In some embodiments, a block in a block cache has two main states (Invalid and Shared, which might be represented by a single bit per block, in some embodiments) and a hybrid state, where the state of individual lines within a valid block are tracked with a hybrid state determined by reference to cache line state in the block tag and line tag. As noted above, the hybrid state applies to lines within the block and is different for the export and import block caches. An export block cache line within a valid block might be Modified (M), Shared (S), or Owned (O) with nodes that do not match the block sharing list, as well as RemoteInvalid (locally modified on export) or else would be shared by all block sharers in the block sharing list. An import block cache line within a valid block might be Modified, BSharedLInvalid, or Shared. If a block is invalid, the normal MOSI line states are used for a given cache line. Software controls (e.g., through the BACB) the transition from Invalid to Shared and the transition from Shared to Invalid. Hardware manages the transition to RemoteInvalid (for the export tag), as well as transitions between hybrid states for a line (M/O/S/S(all block sharers)/RemoteInvalid) and the transition to BSharedLInvalid (for the import tag), and transitions between hybrid states for a line (M/O/S/BSharedLInvalid). Stores to memory from a home node cause transitions for the block cache line to RemoteInvalid in the export block cache and to BSharedLInvalid in the import block cache. Stores to memory from any remote node cause transitions to BSharedLInvalid in the import block cache on nodes that are sharing the block cache line, other than the home node, where the transition is to Modified in the export line cache, and in the import line cache of the remote requesting node which also transitions to Modified.
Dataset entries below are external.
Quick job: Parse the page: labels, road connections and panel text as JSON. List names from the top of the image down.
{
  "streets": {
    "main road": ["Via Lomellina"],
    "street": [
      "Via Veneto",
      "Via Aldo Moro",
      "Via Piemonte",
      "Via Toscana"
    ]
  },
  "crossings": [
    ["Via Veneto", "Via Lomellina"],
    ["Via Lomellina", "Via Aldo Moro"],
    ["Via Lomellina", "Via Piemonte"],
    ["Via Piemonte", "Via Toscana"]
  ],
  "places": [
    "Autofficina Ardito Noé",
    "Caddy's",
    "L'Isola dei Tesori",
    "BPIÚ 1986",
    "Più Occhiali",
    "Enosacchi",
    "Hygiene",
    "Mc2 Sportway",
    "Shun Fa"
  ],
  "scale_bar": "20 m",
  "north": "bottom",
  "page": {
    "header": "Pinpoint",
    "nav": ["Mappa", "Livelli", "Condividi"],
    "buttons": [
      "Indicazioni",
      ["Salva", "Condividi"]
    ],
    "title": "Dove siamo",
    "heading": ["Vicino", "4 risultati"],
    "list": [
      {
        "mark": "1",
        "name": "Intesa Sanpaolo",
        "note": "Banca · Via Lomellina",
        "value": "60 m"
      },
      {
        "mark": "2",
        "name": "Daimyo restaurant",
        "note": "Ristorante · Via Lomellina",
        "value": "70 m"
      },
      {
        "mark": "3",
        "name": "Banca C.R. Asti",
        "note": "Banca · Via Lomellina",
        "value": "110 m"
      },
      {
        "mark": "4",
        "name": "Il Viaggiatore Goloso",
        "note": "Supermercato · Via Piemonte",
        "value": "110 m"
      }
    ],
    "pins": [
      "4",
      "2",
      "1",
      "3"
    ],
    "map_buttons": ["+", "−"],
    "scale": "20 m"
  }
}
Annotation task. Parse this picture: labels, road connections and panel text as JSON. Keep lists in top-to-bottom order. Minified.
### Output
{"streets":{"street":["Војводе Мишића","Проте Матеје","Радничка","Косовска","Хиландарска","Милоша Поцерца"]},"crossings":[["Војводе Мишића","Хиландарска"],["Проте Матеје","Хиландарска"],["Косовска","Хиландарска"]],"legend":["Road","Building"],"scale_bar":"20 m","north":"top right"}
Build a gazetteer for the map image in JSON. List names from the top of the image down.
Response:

FIG. 6 is a state diagram showing transitions of block cache entry according to one possible implementation of the invention. As FIG. 6 illustrates, the decision to allocate or de-allocate a cache block entry is made, in one embodiment, by a software process. When a command to allocate a block cache entry is received, the home node transmits invalidating probes for each line of the block (Probe_Allocate (Line N)) to one or more identified block sharers. The initial state of the entire block in either an export or import block cache is invalid, and transitions to an intermediate state where individual lines corresponding to the block are unmasked as invalidating probes are transmitted or received (depending on the role of the node). When invalidating probes for all lines have been received, the state of the entire block is now valid. Similarly, when a de-allocate command is received, the home node transmits de-allocating probes for all lines (Probe_DeAllocate (Line N)), causing the lines to be masked. When all de-allocating probes have been transmitted, the state of the block transitions to invalid.

F. Processes for Block Caching

FIG. 7 is a diagram showing a flowchart of an example process for allocating a memory block in an export cache, which process might be used with an embodiment of the present invention. In the process's first step 701, the export block controller (e.g., in the CMM) receives an export command for a memory block from software (e.g., a hypervisor). In step 702, the export block controller adds a tag for the block to the export block cache, which tag has an empty sharing list. Then in step 703, the export block controller adds nodes (e.g., the nodes identified in the export command) to the tag's sharing list. In step 704, the export block controller creates a sequential iteration over each line in the block to be exported. In step 705, the first step of the iteration, the export block controller transmits a block-initialization command for a line to the nodes on the sharing list. Then in step 706, the export block controller does a busy wait until it receives a corresponding acknowledgement from the other nodes. Once all the other nodes have acknowledged the block-initialization command, the export block controller unmasks the line identified in the command, in step 707. This is the last step of the iteration and the last step of the process.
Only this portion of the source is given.